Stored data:

----------

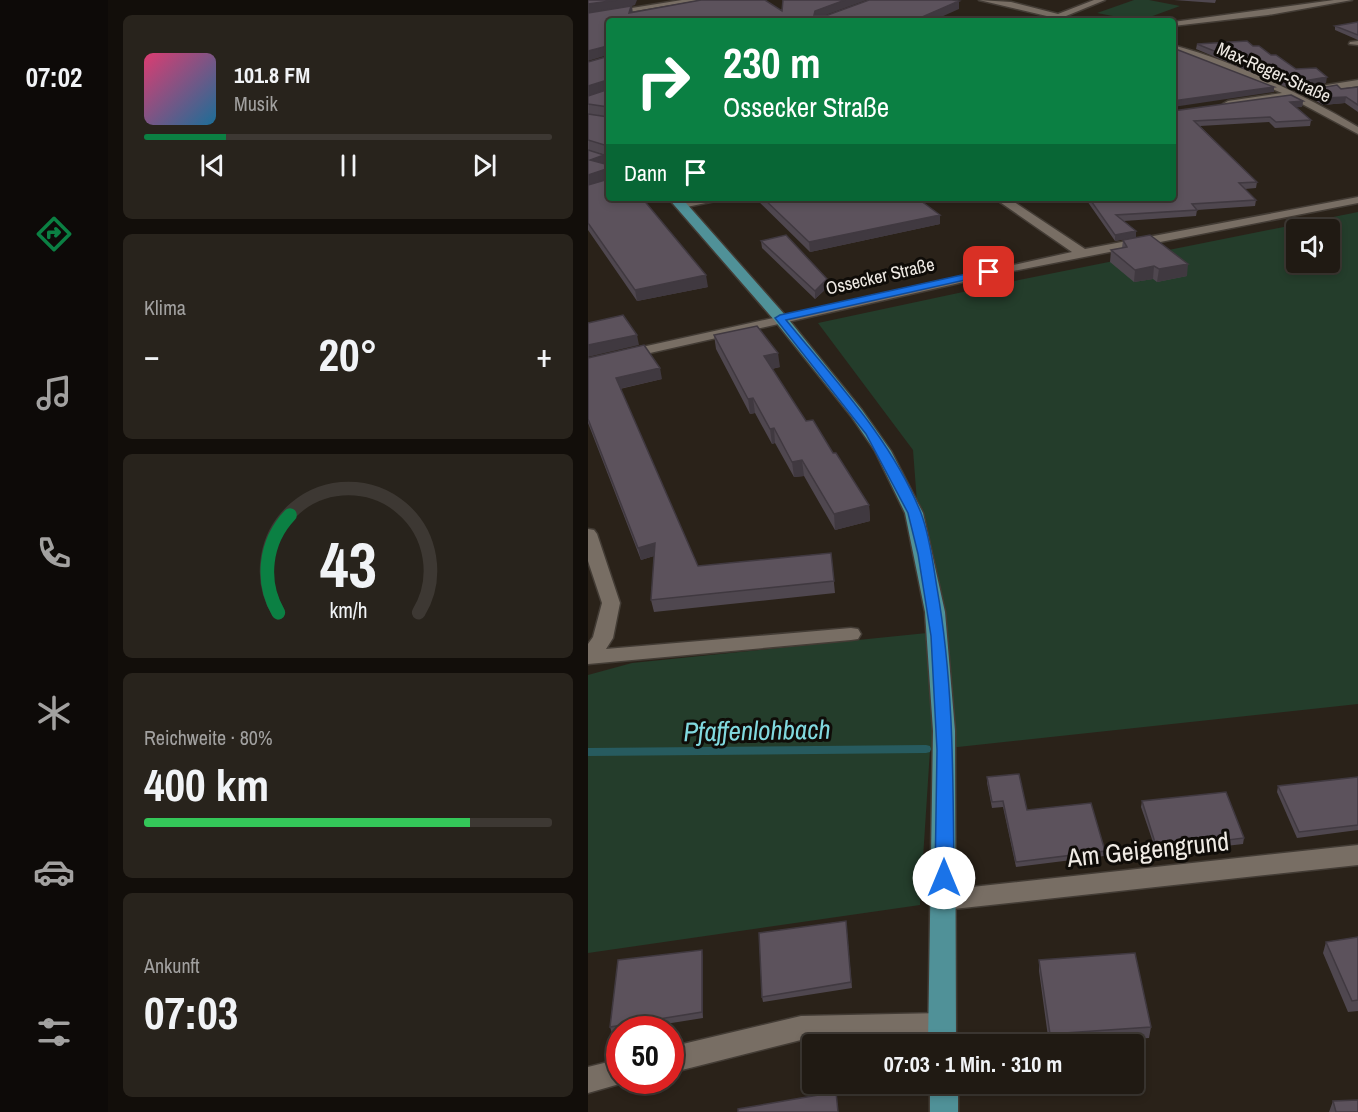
<!DOCTYPE html>
<html lang="de">
<meta charset="utf-8">
<style>
body{margin:0;font-family:"Archivo Narrow",sans-serif;background:#28231c;color:#f1f3f6;height:100vh;display:flex;flex-direction:column;font-size:22px;white-space:nowrap}
*{box-sizing:border-box;margin:0}
p{font-size:20px;color:#a2a1a0}
.icon{flex:none;width:33px;height:33px;fill:none;stroke:currentColor;stroke-width:2;stroke-linecap:round;stroke-linejoin:round}
.map{position:relative;flex:1;overflow:hidden}
.panel{display:flex;flex-direction:column;gap:15px;padding:15px;background:#120e0a;width:480px}
.panel>*{flex:none}
.hud{position:absolute;left:18px;top:18px;width:570px;height:183px;border-radius:6px;box-shadow:0 3px 9px #0003,0 0 0 2px #3d3833;background:#0b8043;color:#fff;overflow:hidden}
.controls{position:absolute;left:698px;top:219px;display:grid;gap:12px}
.controls a{display:grid;place-items:center;width:54px;height:54px;border-radius:6px;background:#201a13;box-shadow:0 3px 9px #0003,0 0 0 2px #3d3833;font-size:30px}
.speed{position:absolute;left:18px;top:1016px;display:flex;gap:12px;font-size:30px;font-weight:700;text-align:center}
.speed>*{display:grid;place-content:center;width:78px;height:78px;border-radius:50%;background:#201a13;box-shadow:0 3px 9px #0003,0 0 0 2px #3d3833;line-height:1}
.speed .limit{border:9px solid #d22;background:#fff;color:#111}
.pin{position:absolute;display:grid;place-items:center;width:51px;height:51px;color:#fff;margin:-26px;border-radius:12px;box-shadow:0 3px 9px #0006}
.me{position:absolute;width:66px;margin:-33px;rotate:0deg;stroke-linejoin:round;filter:drop-shadow(0 0 4px #0008)}
.turn{display:flex;align-items:center;gap:21px;height:126px;padding:0 18px;font-size:27px}
.turn .icon{width:78px;height:78px;stroke-width:2.5}
.turn b{display:block;font-size:42px;line-height:51px}
.then{display:flex;align-items:center;height:57px;padding:0 18px;background:#0003;gap:12px;font-size:22px}
.big{font-size:45px;font-weight:800;line-height:1.1}
.panel .card{flex:1;display:flex;flex-direction:column;justify-content:center;gap:9px;min-width:0;padding:0 21px;border-radius:9px;background:#28231c}
.panel .dial{align-items:center;gap:0}
.dial svg{height:156px;overflow:visible;fill:none;stroke:#3d3833;stroke-width:7;stroke-linecap:round;text-anchor:middle}
.dial text{fill:#f1f3f6;stroke:none}
.song{display:flex;align-items:center;gap:18px}
.cover{width:72px;height:72px;border-radius:9px;background:linear-gradient(135deg,hsl(340 70% 55%),hsl(200 70% 35%))}
.played{height:6px;border-radius:3px;background:linear-gradient(90deg,#0b8043 20%,#3d3833 20%)}
.keys{display:flex;justify-content:space-around;direction:ltr}
.heat{display:flex;justify-content:space-between;align-items:center;font-size:33px;direction:ltr}
.charge{height:9px;border-radius:4px;background:linear-gradient(90deg,#34c759 80%,#3d3833 0)}
.trip{position:absolute;left:214px;top:1034px;width:342px;height:60px;border-radius:6px;background:#201a13;box-shadow:0 3px 9px #0003,0 0 0 2px #3d3833;font-weight:800;line-height:60px;text-align:center}
main{display:flex;flex:1;min-height:0}
.tabs{display:flex;flex-direction:column;width:108px;justify-content:space-around;align-items:center;background:#0d0a08;color:#a2a1a0}
.tabs .icon{width:42px;height:42px}
.tabs .on{color:#0b8043}
.tabs b{font-size:27px;color:#f1f3f6}
.map>svg:first-child{display:block}
.green{fill:#243d2b;fill-rule:evenodd}
.lines{fill:none;stroke-linecap:round;stroke-linejoin:round}
.stream{fill:#275b5f;fill-rule:evenodd}
.minor-casing{stroke:#433c35;stroke-width:3}
.major-casing{stroke:#433c35;stroke-width:3}
.minor{fill:#786e64;fill-rule:evenodd}
.major{fill:#509198;fill-rule:evenodd}
.wall{fill:#4f474f}
.shaded-wall{fill:#403940}
.building{fill:#5c525c;stroke:#403940;stroke-width:1.5}
.route{fill:#1a73e8;stroke:#114b97;stroke-width:1.5}
.labels{text-anchor:middle;dominant-baseline:central;stroke-width:6;stroke-linejoin:round;paint-order:stroke}
.far-street-label{font-size:18px;fill:#efeae4;stroke:#0f0c08}
.near-street-label{font-size:26px;fill:#efeae4;stroke:#0f0c08}
.near-water-label{font-size:27px;font-style:italic;fill:#81d9df;stroke:#0f0c08}
</style>
<main>
<nav class="tabs">
<b>07:02</b>
<svg class="icon on" aria-label="directions" viewBox="0 0 24 24"><path d="M12 3l9 9-9 9-9-9zM9 14v-3h6M13 9l2 2-2 2"/></svg>
<svg class="icon" aria-label="music" viewBox="0 0 24 24"><path d="M9 18V5l10-2v13"/><circle cx="6" cy="18" r="3"/><circle cx="16" cy="16" r="3"/></svg>
<svg class="icon" aria-label="phone" viewBox="0 0 24 24"><path d="M5 4h4l2 5-3 2q2 4 5 5l2-3 5 2v4C11 20 4 13 5 4z"/></svg>
<svg class="icon" aria-label="climate" viewBox="0 0 24 24"><path d="M12 3v18M4 7l16 10M4 17L20 7"/></svg>
<svg class="icon" aria-label="car" viewBox="0 0 24 24"><path d="M5 17H2v-5l4-1 3-4h7l3 4 3 1v5h-3M9 17h6M6 11h13"/><circle cx="7" cy="17" r="2"/><circle cx="17" cy="17" r="2"/></svg>
<svg class="icon" aria-label="filters" viewBox="0 0 24 24"><path d="M4 7h16M4 17h16"/><circle cx="9" cy="7" r="2"/><circle cx="15" cy="17" r="2"/></svg>
</nav>
<section class="panel">
<div class="card">
<div class="song"><i class="cover"></i><div><b>101.8 FM</b><p>Musik</p></div></div>
<div class="played"></div>
<div class="keys"><svg class="icon" aria-label="previous" viewBox="0 0 24 24"><path d="M18 5L8 12l10 7zM5 5v14"/></svg><svg class="icon" aria-label="pause" viewBox="0 0 24 24"><path d="M8 5v14M16 5v14"/></svg><svg class="icon" aria-label="next" viewBox="0 0 24 24"><path d="M6 5l10 7-10 7zM19 5v14"/></svg></div>
</div>
<div class="card"><p>Klima</p>
<div class="heat"><a>−</a><b class="big">20°</b><a>+</a></div>
</div>
<div class="card dial"><svg viewBox="0 0 100 80">
<path d="M14 69A42 42 0 1 1 86 69"/>
<path d="M14 69A42 42 0 0 1 20 19" stroke="#0b8043"/>
<text x="50" y="56" font-size="32" font-weight="700">43</text>
<text x="50" y="72" font-size="11">km/h</text>
</svg></div>
<div class="card"><p>Reichweite · 80%</p><b class="big">400 km</b><div class="charge"></div></div>
<div class="card"><p>Ankunft</p><b class="big">07:03</b></div>
</section>
<div class="map">
<svg width="770" height="1112" viewBox="0 0 770 1112">
<rect width="100%" height="100%" fill="#2a2219"/>
<path class="green" d="M546,0H561L592,6L551,21L509,13Z
M770,212V704L342,750L332,905L0,953V675L44,663L339,633L325,450L230,323L431,280ZM708,230H741V262H708Z"/>
<g class="lines">
<path class="stream" d="M338,745L342,746L343,749L342,752L338,753L0,756V748Z"/>
<g class="minor-casing">
<path id="minor" d="M94,0H112L0,19V15Z
M391,0L423,2L470,14L506,0H517L478,16L493,21H480Z
M746,0H764L680,15L585,26V22Z
M770,41V45L761,44L762,42Z
M585,45C650,63 712,93 770,127V134L703,98L637,106L635,104L640,101L694,93L630,66L585,51Z
M770,80V86L726,93L721,90L726,87Z
M770,197V203L420,272L0,367V359L484,252L406,198H420L497,249Z
M112,198H134L132,200L94,208L88,205L90,203Z
M0,529L6,530L9,534L32,603L25,638L18,649L263,628L270,629L273,634L270,639L263,640L0,664V644L5,637L14,603L0,561Z
M770,845V865L356,910L347,907L344,900L347,893L356,890Z
M354,1013L363,1016L367,1025L363,1034L354,1037L213,1040L82,1073V1047L213,1016Z
M32,1059V1080L42,1081L0,1093V1067Z"/>
</g>
<g class="major-casing">
<path id="major" d="M0,151L21,158V164L0,157Z
M80,198H93L98,203L197,315L274,410L303,451L335,513L357,612L367,731L368,1044H340L345,731L337,612L317,513L287,451L263,416L187,321Z
M342,1083H370V1112H342Z"/>
</g>
<use href="#minor" class="minor"/>
<use href="#major" class="major"/>
</g>
<path class="wall" d="M586,0H628L627,3Z
M770,22V40L747,30V26Z
M609,44L665,46L708,69L738,83L703,89L608,49Z
M21,56V156L0,150L17,165L120,287L49,301L0,230V104L21,89L0,96Z
M770,87V112L757,103L735,105L719,96L720,90Z
M715,101L714,107H708L723,120L722,126L687,128L681,122L612,126L669,182L668,188L657,189L668,200L667,206L609,210L608,216L536,221L548,231V237L527,241L497,198H585V111Z
M167,198H329L352,215V224L222,252Z
M535,240L599,276L569,282L565,279L546,282L522,262L523,250L534,248Z
M173,241L240,287L227,299L174,248Z
M126,335L192,367L184,369L218,421L245,453L281,505L282,521L247,530L216,476L206,477L187,443L184,444L167,413L162,414L128,349Z
M0,358L74,379L32,389L110,566L243,553L247,593L66,612L63,600L66,556L53,560L0,423Z
M399,777L439,810L517,851L516,856L428,867L415,807L404,808L399,783Z
M770,777V830L709,838L689,792L690,786Z
M554,801L656,838L655,844L569,854L553,807Z
M258,921L264,988L175,1002L174,997Z
M770,937V1011L760,1012L735,953L738,942Z
M115,956V1018L46,1029H32V1031L24,1033L22,1027Z
M451,960L563,1027L561,1038L475,1044H461L451,971Z
M745,1101L770,1112H741Z"/>
<path class="shaded-wall" d="M29,0H49L47,5L44,6L45,14L41,13H0V4Z
M257,0H279L227,19L226,15L227,11Z
M371,1V9L344,21H325Z
M19,46L20,55L0,61V51Z
M739,77L738,83L703,89L704,83Z
M19,80L20,89L0,96V86Z
M686,87V92L585,107V101Z
M758,97L757,103L735,105L736,98Z
M715,101L714,107L701,108L702,102Z
M16,155L18,165L2,160Z
M18,169L20,180L0,186V175Z
M352,215V224L222,252L221,242Z
M548,231V237L527,241V235Z
M600,264L599,276L569,282L571,269Z
M566,266L565,279L546,282L547,270Z
M118,275L120,287L49,301L47,290Z
M239,279L240,287L227,299V291Z
M49,335L51,345L0,357V345Z
M190,353L192,367L178,370L176,356Z
M72,368L74,379L30,389L28,378Z
M165,398L167,413L162,414L160,399Z
M186,428L187,443L184,444L182,429Z
M214,460L216,476L206,477L204,462Z
M281,505L282,521L247,530L246,514Z
M67,543L69,555L53,560L50,548Z
M114,950L115,956V1018L114,1012Z"/>
<path class="building" d="M0,0H29L0,4Z
M113,0H177L194,11L195,0H257L227,11L226,15H240L281,0H364L371,1L325,21H21V48L19,46L0,51V13L43,6L41,13Z
M770,22V35L747,26Z
M659,41L665,46H671L683,55H688L708,69L728,68L739,77L704,83L609,44Z
M585,48L686,87L585,101V103Z
M21,56V81L19,80L0,86V62Z
M749,85L753,89L770,87V105L758,97L736,98L720,90Z
M21,89V151L20,146L0,140V114L21,117L20,107L0,104V96Z
M703,95L715,101L702,102L723,120L688,122L682,117L606,121L669,182L651,183L668,200L604,204L609,210L528,215L548,231L527,235L501,198H585V111Z
M0,150L16,155L2,160L21,165V171L18,169L0,175Z
M21,176V198H54L118,275L47,290L0,223V185L21,179Z
M175,198H329L352,215L221,242Z
M198,235L239,279L227,291L173,241Z
M562,235L600,264L571,269L566,266L547,270L523,250L539,247L535,240Z
M35,315L49,335L0,345V323Z
M169,326L190,353L176,356L218,421L225,420L245,453H248L281,505L246,514L214,460L204,462L186,428L182,429L165,398L160,399L126,335Z
M56,345L72,368L28,378L110,566L243,553L246,581L63,600L67,543L50,548L0,419V358Z
M431,774L439,810L503,803L517,851L428,862L415,801L404,802L399,777Z
M770,777V825L711,832L690,786Z
M638,792L656,838L569,849L554,801Z
M258,921L263,982L174,997L171,933Z
M770,937V1000L764,1001L738,942Z
M114,950V1012L22,1027L30,960Z
M547,953L563,1027L462,1034L451,960Z
M248,1092L250,1112H150V1109Z
M770,1100V1112H748L745,1101Z"/>
<path class="route" d="M401,269L404,270V274L198,320C247,380 304,440 333,513C342,537 345,564 349,588C366,684 365,781 366,878L363,884L356,886L350,884L347,878L349,750L343,636L330,554L320,513L278,434L187,318L192,315Z"/>
<g class="labels">
<g class="far-street-label">
<text transform="translate(686 72) rotate(24)">Max-Reger-Straße</text>
<text transform="translate(292 276) rotate(-13)">Ossecker Straße</text>
</g>
<g class="near-street-label">
<text transform="translate(560 849) rotate(-6)">Am Geigengrund</text>
</g>
<g class="near-water-label">
<text transform="translate(169 730) rotate(-1)">Pfaffenlohbach</text>
</g>
</g>
</svg>
<div class="controls">
<a><svg class="icon" aria-label="sound" viewBox="0 0 24 24"><path d="M4 9h4l5-4v14l-5-4H4zM17 9q2 3 0 6"/></svg></a>
</div>
<div class="speed"><div class="limit">50</div></div>
<div class="pin" style="left:401px;top:272px;background:#d93025"><svg class="icon" aria-label="arrive" viewBox="0 0 24 24"><path d="M6 21V4h12l-3 4 3 4H6"/></svg></div>
<svg class="me" style="left:356px;top:878px" viewBox="-20 -20 40 40"><circle r="19" fill="#fff"/><path d="M0-13L10 11 0 6-10 11z" fill="#1a73e8"/></svg>
<div class="trip">07:03 · 1 Min. · 310 m</div>
<div class="hud">
<div class="turn"><svg class="icon" aria-label="right" viewBox="0 0 24 24"><path d="M7 20v-9h11M14 6l5 5-5 5"/></svg><div><b>230 m</b>Ossecker Straße</div></div>
<div class="then">Dann<svg class="icon" aria-label="arrive" viewBox="0 0 24 24"><path d="M6 21V4h12l-3 4 3 4H6"/></svg></div>
</div>
</div>
</main>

----------

Scan the data above for the word "linear". Copy every line in which it is found.

.cover{width:72px;height:72px;border-radius:9px;background:linear-gradient(135deg,hsl(340 70% 55%),hsl(200 70% 35%))}
.played{height:6px;border-radius:3px;background:linear-gradient(90deg,#0b8043 20%,#3d3833 20%)}
.charge{height:9px;border-radius:4px;background:linear-gradient(90deg,#34c759 80%,#3d3833 0)}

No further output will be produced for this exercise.